If you fed your baby Enfamil powdered formula, you should keep your eyes out for any signs of sickness.
Avery Cornett, a 10-day old baby from Missouri, has died from a deadly cronobacter infection after his parents fed him Enfamil Newborn. The parents bought the powdered baby formula from their local Wal-Mart store.
In response to the tragic death of this baby, Wal-Mart is in the process of voluntarily removing Enfamil Newborn formula (sold in 12.5 ounce cans – with the lot number of ZP1K7G) from over 3,000 stores nationwide.
The U.S. government has not ordered a recall of Enfamil, and according to various news outlets, the manufacturer said tests showed that this batch of infant formula was negative for the bacteria in question (cronobacter) before it was shipped. More tests are underway, but until additional tests indicate that Enfamil Newborn is safe, Wal-Mart is taking the precautionary step of keeping it off shelves.
There is an ongoing investigation into the death of young Avery Cornett and whether Enfamil Newborn is the source of his cronobacter infection. The Centers for Disease Control and Prevention (CDC) and the U.S. Food and Drug Administration (FDA) are the agencies that are currently testing the formula from the cronobacter bacteria.
Avery passed away on Sunday, after his parents took him to the hospital when he appeared lethargic and displaying signs of a stomach ache.
Cronobacter Infection and Infant Formula
According to , previous infant deaths related to the cronobacter infection have ties to powdered infant formula.

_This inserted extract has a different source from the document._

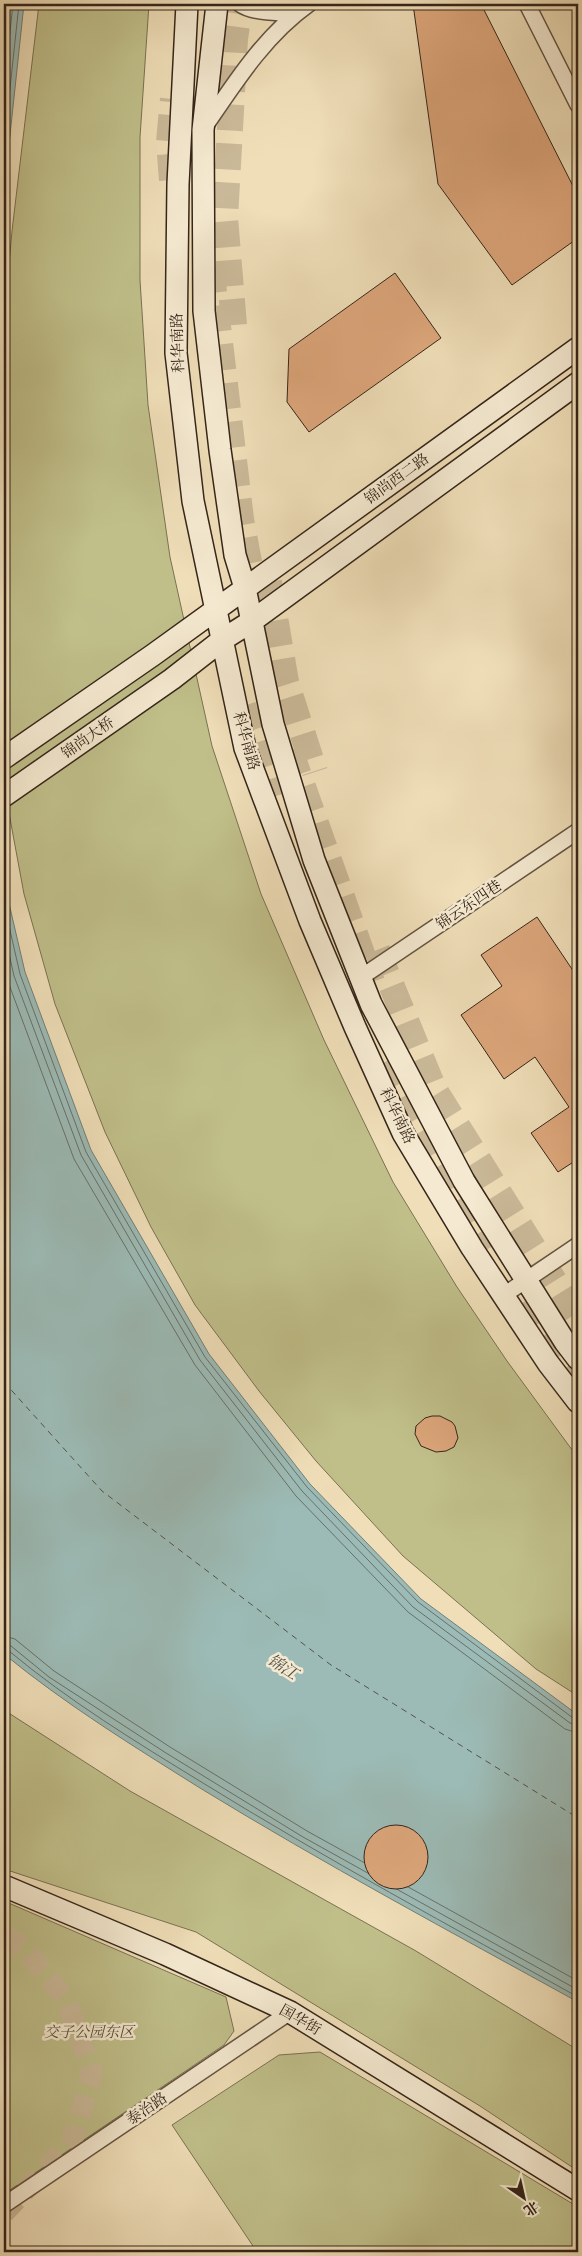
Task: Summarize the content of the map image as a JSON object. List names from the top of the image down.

Cronobacter infection is a rare, but deadly infection that affects the central nervous system and blood stream. Only two or three cases are reported worldwide every year. Babies with weakened immune systems and premature babies are most likely to contract the infection, but it can affect anyone. Up to 80 percent of cronobacter cases are fatal. When babies survive, they often experience neurological problems.
The bacteria, (sometimes called Enterobacter sakazakii) is found in wheat, rice, herbs, spices, and other plant material. Most cases of Cronobacter sakazakii are the result of powdered infant formula that has been contaminated with the bacteria. This infection is rare, because formula is prepared at high temperatures, which often kills the bacteria. In some cases, however, the bacteria can survive even after the preparation process.

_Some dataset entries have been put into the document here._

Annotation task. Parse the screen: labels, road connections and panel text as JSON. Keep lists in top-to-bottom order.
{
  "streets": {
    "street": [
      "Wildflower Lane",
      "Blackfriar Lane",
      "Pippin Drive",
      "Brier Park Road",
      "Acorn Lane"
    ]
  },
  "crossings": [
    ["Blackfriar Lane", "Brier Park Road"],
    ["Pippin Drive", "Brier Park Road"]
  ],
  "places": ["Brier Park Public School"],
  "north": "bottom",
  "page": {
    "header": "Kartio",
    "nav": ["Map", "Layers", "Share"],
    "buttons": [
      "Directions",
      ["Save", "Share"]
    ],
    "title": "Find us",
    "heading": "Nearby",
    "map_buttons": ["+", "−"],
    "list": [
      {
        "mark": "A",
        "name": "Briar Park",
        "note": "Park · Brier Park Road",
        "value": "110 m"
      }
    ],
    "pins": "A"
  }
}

A cronobacter infection can turn into Meningitis and intestine-destroying gut infections. Sometimes, the infection can be treated with antibiotics, and other times, the infection is an antibiotic resistant strain.
This infection does not affect breastfed babies.
Signs of a cronobacter infection may include jaundice, an unstable body temperature, irritability, poor feeding, and grunting while breathing.
If You Have Enfamil Newborn . . .
The FDA and CDC recommends parents who are using Enfamil Newborn powdered formula with the lot number ZP1K7G to stop using the formula, or return it to the store where they bought it. To prevent infection, parents need to wash hands, keep all feeding equipment sterilized, and only prepare enough formula for one feeding.
For more information on Infant Formula, visit the FDA’s Website.
Update (January 3, 2011):
Earlier this week, the CDC reported that they did not find any connection between infant formula and the Cronobacter infection that killed two babies – Avery Cornett was one of them – and made two others sick. Parents can continue to use powdered infant formula.